Difference between coenzyme and enzyme?
|Enzymes are produced biologically in living organisms.||Coenzymes are the molecules are required to improve the efficiency of the enzyme functioning.|
|Enzymes are proteins made up of small stretches of amino acids.||Coenzymes are not proteins.|
|Enzymes are large in size.||Coenzymes are small in size.|
|Enzymes are globular molecules.||Coenzymes are organic molecules derived from the vitamins.|
|Enzymes are the natural catalysts work to speed up the chemical reactions.||Coenzymes assist enzyme in their functioning by binding to the active site of the enzyme.|
|Enzymes remains the same till the end of the reaction and are released with the products as the end products.||The structure of coenzymes undergoes changes during the chemical reaction.|
|Enzymes are highly specific in their actions and binds to specific substrates.||Coenzymes are not that specific.|
|Enzymes needs substrates for their activation and to perform their function.||Coenzymes are themselves known as second substrates.|
How does coenzyme help enzymes?
Coenzymes function to assist the enzymes in their normal functioning by binding their active sites. Enzymes are highly significant for all the chemical reactions occurring inside the cells and need substrates to fulfill their functions and also the coenzymes for an efficient reaction. Both substrates and coenzymes bind to the active site of the enzyme which is highly specific.
Coenzymes bind transiently with the active site of the enzyme and undergo structural changes during the reaction. Coenzymes are a type of cofactors that are utilized by the enzymes to perform better. Instead of gaining or losing the electrons during the chemical reaction a coenzyme shares the electrons and functional groups. Coenzyme is not an integral part of any chemical reaction, they are released at the end and recirculated back to the blood stream in the free state.
Is coenzyme a substrate?
A coenzyme becomes a substrate sometimes and is referred to as cosubstrate or second substrate for a number of enzymes involved in the chemical reactions. They play a role in transferring electrons or functional groups such as hydrogen, chemical groups or other electrons in a number of reactions.
An example of coenzyme as a substrate is coenzyme A. Coenzyme is a type of cofactor which can be used as a substrate for the synthesis of 3hydroxyl-3-methylglutaryl-coA in the liver. It is also used as a substrate for a variety of other reactions taking place inside the cells such as catabolism and anabolism. In certain reactions coenzymes bind along with the substrates at the active site of the enzyme.
Is acetyl a coenzyme or an enzyme?
Acetyl is a coenzyme not an enzyme that is involved in variety of biochemical reactions such as the metabolic reactions of proteins, carbohydrates and proteins where it functions to transfer acetyl group to the krebs cycle for the production of energy. It behaves as a cofactor in number of processes involving both catabolism and anabolism reactions.

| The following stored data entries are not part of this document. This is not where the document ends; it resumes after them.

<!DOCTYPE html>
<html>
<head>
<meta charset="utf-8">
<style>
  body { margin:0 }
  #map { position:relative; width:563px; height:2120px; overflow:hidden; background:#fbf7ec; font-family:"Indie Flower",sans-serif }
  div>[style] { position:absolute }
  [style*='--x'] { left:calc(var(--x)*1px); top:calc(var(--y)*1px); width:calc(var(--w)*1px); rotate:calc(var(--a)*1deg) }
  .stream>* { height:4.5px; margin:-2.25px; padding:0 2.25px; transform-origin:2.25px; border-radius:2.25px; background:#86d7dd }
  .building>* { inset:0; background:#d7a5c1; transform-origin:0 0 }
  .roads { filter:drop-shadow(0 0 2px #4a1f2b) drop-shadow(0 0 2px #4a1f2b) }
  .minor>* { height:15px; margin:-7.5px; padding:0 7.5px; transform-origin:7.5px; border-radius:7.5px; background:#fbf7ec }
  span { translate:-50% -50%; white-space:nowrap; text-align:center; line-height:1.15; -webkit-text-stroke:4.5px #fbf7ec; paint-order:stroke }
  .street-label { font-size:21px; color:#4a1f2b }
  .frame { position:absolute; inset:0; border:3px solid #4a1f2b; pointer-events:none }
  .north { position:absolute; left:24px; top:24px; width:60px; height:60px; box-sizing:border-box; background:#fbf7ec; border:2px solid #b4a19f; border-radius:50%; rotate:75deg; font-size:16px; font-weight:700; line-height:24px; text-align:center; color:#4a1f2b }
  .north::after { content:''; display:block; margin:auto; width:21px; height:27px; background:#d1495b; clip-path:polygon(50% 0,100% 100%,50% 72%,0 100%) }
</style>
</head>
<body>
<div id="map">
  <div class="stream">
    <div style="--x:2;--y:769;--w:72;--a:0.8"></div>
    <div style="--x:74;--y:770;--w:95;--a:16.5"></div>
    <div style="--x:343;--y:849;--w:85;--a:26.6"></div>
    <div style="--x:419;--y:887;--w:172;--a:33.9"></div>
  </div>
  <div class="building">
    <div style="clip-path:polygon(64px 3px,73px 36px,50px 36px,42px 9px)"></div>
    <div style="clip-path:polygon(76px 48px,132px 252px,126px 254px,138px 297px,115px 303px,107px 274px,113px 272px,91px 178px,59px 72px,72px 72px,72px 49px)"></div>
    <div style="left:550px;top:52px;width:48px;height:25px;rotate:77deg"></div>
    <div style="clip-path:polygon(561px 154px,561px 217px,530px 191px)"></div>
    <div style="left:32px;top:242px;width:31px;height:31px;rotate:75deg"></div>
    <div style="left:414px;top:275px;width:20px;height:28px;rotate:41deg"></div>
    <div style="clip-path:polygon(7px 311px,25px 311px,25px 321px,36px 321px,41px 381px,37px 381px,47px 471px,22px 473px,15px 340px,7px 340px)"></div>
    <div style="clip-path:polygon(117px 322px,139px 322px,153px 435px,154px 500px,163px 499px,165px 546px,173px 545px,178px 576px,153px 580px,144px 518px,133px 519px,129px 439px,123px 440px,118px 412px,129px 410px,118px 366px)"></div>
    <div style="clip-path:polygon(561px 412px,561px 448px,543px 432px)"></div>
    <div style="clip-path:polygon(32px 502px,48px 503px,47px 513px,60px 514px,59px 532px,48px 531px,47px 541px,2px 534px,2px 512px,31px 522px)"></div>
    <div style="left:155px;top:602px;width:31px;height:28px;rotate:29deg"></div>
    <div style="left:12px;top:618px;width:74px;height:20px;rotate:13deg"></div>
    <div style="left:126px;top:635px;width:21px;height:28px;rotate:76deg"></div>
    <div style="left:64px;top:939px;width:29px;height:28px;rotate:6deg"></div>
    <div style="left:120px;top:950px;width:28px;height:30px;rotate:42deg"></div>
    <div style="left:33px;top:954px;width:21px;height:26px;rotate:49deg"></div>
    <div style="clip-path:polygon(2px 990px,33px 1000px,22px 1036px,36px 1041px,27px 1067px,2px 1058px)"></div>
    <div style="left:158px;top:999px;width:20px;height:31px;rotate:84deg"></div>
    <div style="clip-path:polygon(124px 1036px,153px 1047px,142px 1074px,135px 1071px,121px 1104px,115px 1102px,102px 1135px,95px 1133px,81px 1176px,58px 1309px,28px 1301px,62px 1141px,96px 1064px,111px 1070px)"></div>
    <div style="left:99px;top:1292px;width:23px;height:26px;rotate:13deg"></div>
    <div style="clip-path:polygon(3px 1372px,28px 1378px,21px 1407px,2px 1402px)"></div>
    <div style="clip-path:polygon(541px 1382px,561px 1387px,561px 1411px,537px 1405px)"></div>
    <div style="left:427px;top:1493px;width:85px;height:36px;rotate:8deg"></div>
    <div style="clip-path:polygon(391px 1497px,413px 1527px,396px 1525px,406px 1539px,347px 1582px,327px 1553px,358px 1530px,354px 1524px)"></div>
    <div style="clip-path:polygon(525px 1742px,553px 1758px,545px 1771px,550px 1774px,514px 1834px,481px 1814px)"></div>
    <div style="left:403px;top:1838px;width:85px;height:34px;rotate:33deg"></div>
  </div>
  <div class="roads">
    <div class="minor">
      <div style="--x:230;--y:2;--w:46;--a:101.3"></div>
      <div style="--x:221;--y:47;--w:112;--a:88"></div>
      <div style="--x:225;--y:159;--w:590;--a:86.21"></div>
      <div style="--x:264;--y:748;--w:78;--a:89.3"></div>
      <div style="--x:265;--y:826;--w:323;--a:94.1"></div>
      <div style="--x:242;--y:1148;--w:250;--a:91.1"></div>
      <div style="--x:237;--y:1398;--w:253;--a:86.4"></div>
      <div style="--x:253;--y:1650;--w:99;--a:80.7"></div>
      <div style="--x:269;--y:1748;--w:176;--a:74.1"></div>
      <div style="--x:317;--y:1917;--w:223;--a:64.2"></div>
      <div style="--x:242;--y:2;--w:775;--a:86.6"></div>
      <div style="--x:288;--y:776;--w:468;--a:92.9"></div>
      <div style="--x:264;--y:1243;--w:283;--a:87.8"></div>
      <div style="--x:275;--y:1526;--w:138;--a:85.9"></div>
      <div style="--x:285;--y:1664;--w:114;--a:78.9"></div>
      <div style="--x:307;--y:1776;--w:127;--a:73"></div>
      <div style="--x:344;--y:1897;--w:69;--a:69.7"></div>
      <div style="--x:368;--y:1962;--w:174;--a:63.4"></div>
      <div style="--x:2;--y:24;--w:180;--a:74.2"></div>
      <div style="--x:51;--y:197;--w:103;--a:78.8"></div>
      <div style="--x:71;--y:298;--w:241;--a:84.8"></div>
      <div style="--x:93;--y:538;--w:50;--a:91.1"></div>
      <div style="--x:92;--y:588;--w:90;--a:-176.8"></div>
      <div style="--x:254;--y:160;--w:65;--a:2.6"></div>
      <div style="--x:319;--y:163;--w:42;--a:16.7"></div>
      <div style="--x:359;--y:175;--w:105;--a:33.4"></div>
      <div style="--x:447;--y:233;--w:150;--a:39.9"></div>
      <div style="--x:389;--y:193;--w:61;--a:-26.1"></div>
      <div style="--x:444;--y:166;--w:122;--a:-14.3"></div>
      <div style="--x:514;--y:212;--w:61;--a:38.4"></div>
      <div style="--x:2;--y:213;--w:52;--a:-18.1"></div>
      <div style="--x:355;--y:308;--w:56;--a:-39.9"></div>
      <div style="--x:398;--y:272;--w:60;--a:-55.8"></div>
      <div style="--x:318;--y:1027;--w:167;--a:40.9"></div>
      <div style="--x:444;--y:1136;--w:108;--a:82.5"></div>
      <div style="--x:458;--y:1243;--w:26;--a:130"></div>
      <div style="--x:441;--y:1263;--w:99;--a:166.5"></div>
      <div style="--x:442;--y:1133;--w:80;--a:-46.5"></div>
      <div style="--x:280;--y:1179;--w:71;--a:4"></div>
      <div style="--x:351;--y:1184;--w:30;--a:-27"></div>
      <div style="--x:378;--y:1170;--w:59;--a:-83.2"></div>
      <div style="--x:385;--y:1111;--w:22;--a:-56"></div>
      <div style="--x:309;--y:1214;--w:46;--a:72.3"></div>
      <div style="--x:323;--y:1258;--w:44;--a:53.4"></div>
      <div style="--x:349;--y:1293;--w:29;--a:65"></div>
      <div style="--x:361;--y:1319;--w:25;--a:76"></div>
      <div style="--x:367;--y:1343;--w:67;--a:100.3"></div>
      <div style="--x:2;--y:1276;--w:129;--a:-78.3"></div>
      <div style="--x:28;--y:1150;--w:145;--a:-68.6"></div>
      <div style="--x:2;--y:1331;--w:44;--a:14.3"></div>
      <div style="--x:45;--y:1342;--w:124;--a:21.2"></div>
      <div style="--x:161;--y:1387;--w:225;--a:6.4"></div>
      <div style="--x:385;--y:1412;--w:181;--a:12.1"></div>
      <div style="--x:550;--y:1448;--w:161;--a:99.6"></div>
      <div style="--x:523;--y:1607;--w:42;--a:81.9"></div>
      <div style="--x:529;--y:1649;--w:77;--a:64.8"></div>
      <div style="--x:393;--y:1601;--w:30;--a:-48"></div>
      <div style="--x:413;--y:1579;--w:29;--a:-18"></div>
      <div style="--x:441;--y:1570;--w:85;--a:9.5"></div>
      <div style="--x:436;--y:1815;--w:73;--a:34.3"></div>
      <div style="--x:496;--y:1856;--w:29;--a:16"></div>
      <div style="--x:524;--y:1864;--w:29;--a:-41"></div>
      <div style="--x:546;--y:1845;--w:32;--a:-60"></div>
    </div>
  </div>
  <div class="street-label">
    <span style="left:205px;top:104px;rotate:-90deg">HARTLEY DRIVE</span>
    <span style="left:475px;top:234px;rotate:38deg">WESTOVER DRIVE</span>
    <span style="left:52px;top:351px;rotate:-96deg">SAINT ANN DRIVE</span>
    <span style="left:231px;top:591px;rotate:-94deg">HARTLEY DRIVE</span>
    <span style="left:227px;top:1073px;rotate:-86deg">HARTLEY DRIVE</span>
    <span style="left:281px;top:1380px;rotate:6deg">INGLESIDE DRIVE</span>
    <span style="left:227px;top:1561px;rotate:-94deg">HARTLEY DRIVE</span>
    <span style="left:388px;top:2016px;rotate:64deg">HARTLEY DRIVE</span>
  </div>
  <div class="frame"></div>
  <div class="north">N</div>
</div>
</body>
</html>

Acetyl coenzyme A is known to be an intermediate of metabolic reactions which has been derived from metabolic pathways such as, glycolysis, amino acid degradation, and the oxidation of fatty acids. It plays an important role as an electron carrier in cellular respiration.
To conclude the article, we can say in accordance with the topic that coenzymes are not enzymes they assist the enzymes to perform their normal physiological function in transforming specific substrates into the products and are released with the products as the end products.